= Input for this task =

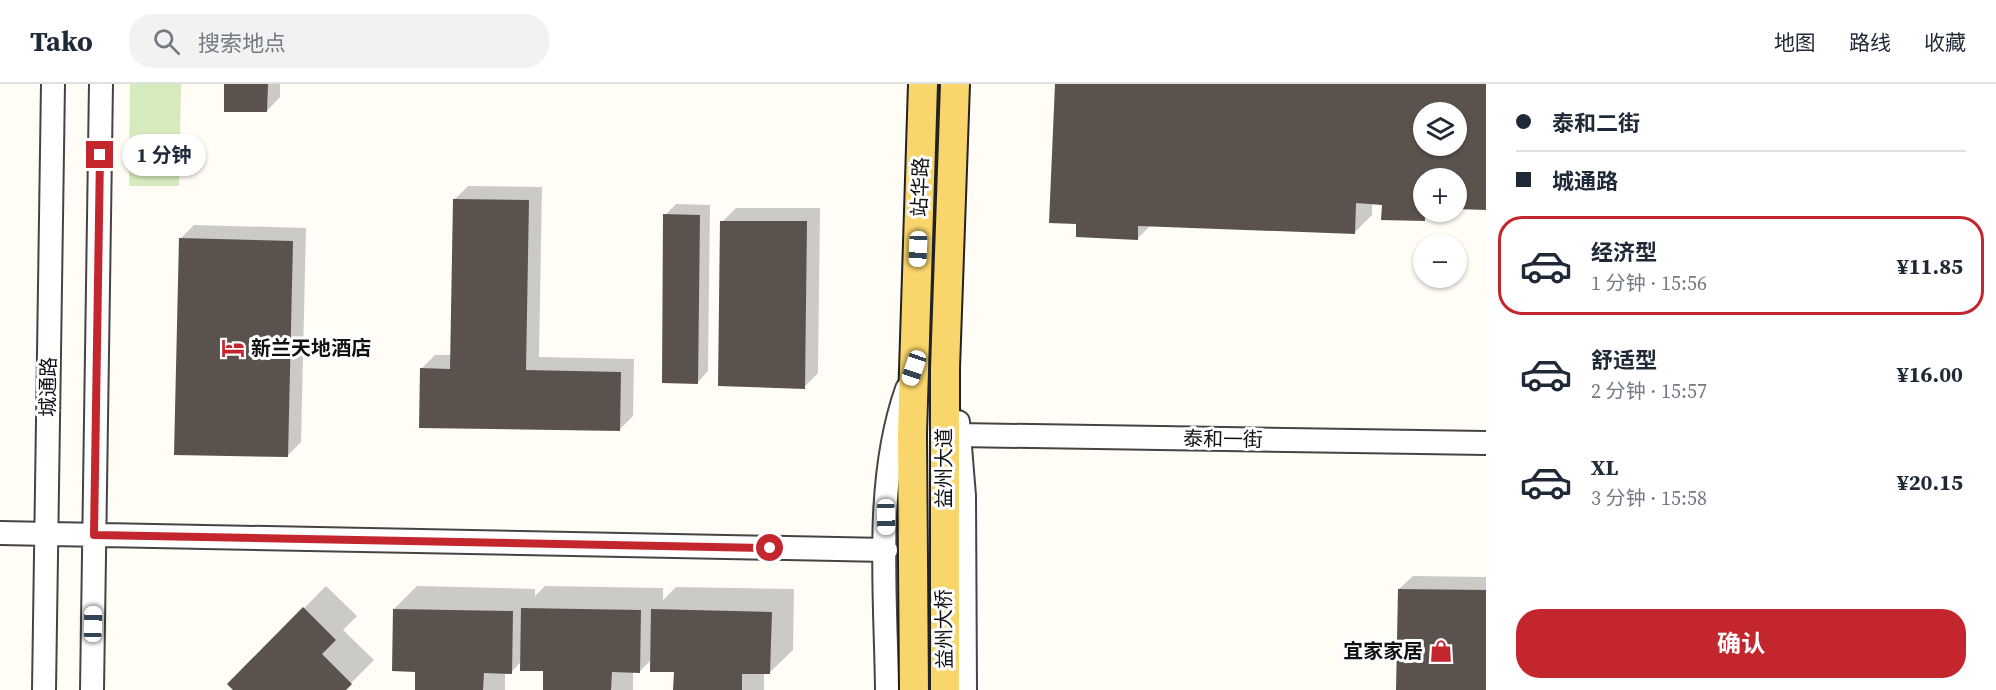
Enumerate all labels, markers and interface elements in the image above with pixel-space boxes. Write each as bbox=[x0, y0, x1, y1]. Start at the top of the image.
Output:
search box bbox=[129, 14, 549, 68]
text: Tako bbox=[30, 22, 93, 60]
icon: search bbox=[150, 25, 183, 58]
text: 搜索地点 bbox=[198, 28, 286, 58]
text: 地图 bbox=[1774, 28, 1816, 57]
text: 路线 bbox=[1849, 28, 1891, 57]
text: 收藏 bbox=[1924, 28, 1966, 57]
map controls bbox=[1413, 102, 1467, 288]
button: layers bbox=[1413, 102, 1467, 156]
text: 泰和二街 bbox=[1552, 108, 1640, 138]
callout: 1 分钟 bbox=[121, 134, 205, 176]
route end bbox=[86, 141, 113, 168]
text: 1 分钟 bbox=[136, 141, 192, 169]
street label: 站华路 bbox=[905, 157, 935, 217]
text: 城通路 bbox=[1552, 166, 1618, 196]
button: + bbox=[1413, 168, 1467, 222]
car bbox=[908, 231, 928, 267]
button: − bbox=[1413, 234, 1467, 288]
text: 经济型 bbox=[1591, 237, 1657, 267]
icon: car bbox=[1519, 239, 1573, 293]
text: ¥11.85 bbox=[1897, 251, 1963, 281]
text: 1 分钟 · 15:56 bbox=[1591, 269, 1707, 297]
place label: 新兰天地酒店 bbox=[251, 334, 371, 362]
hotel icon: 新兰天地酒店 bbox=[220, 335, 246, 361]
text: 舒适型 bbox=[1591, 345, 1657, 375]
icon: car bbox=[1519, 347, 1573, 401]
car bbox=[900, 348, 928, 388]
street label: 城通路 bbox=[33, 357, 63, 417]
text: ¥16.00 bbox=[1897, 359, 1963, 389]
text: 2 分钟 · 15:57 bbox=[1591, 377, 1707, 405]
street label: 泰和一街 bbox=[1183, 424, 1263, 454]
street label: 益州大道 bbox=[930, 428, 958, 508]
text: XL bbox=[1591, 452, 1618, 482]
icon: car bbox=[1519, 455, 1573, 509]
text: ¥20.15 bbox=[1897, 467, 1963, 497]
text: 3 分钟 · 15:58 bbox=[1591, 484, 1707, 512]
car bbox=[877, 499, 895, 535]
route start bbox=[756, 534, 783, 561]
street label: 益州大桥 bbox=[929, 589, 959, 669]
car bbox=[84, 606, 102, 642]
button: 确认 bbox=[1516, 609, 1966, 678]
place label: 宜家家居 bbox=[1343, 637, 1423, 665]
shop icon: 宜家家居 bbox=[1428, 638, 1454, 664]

--

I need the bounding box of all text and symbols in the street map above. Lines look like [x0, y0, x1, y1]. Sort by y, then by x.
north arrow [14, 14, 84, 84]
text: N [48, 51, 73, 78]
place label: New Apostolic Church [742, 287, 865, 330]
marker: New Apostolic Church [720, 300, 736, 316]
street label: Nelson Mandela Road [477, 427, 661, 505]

--

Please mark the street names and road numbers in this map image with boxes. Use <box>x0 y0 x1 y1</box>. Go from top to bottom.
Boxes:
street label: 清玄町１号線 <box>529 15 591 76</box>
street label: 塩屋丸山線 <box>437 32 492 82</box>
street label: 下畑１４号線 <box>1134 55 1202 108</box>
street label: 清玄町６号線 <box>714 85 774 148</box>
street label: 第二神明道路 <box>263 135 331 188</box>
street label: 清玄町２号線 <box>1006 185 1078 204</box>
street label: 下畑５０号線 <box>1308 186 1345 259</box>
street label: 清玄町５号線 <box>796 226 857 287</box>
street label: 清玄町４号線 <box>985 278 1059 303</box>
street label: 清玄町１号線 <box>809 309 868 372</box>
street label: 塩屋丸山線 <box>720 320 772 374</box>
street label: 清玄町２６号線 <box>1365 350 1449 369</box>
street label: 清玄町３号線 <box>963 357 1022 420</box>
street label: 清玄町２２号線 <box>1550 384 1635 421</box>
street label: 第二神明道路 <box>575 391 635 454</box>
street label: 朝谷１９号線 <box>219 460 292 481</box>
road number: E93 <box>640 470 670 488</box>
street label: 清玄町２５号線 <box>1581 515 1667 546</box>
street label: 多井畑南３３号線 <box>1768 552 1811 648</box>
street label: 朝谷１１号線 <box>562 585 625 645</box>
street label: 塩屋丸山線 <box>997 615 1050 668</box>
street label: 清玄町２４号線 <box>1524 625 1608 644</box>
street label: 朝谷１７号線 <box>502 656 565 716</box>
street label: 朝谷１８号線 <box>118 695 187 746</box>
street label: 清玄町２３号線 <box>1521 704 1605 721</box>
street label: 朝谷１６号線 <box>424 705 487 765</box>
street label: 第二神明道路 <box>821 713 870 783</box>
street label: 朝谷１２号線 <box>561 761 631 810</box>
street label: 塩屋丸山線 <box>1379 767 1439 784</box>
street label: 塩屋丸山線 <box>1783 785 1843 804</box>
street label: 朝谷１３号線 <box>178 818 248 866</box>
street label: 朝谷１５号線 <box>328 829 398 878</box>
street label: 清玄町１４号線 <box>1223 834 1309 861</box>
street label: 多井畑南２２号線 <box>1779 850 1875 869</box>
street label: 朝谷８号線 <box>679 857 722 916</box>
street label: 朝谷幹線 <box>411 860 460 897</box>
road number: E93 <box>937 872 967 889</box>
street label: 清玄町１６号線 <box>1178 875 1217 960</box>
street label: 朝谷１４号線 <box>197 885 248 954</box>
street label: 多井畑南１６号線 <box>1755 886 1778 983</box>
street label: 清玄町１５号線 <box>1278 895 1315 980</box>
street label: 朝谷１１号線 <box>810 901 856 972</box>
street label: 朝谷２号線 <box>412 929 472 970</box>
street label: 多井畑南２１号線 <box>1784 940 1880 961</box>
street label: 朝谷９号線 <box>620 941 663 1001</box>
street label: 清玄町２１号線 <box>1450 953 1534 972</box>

= What is needed =
Whenever a line of the entries contains the string "with", copy that line.

= Written answer =
Enumerate all labels, markers and interface elements in the image above with pixel-space boxes. Write each as bbox=[x0, y0, x1, y1]. Start at the top of the image.
Please mark the street names and road numbers in this map image with boxes. Use <box>x0 y0 x1 y1</box>. Go from top to bottom.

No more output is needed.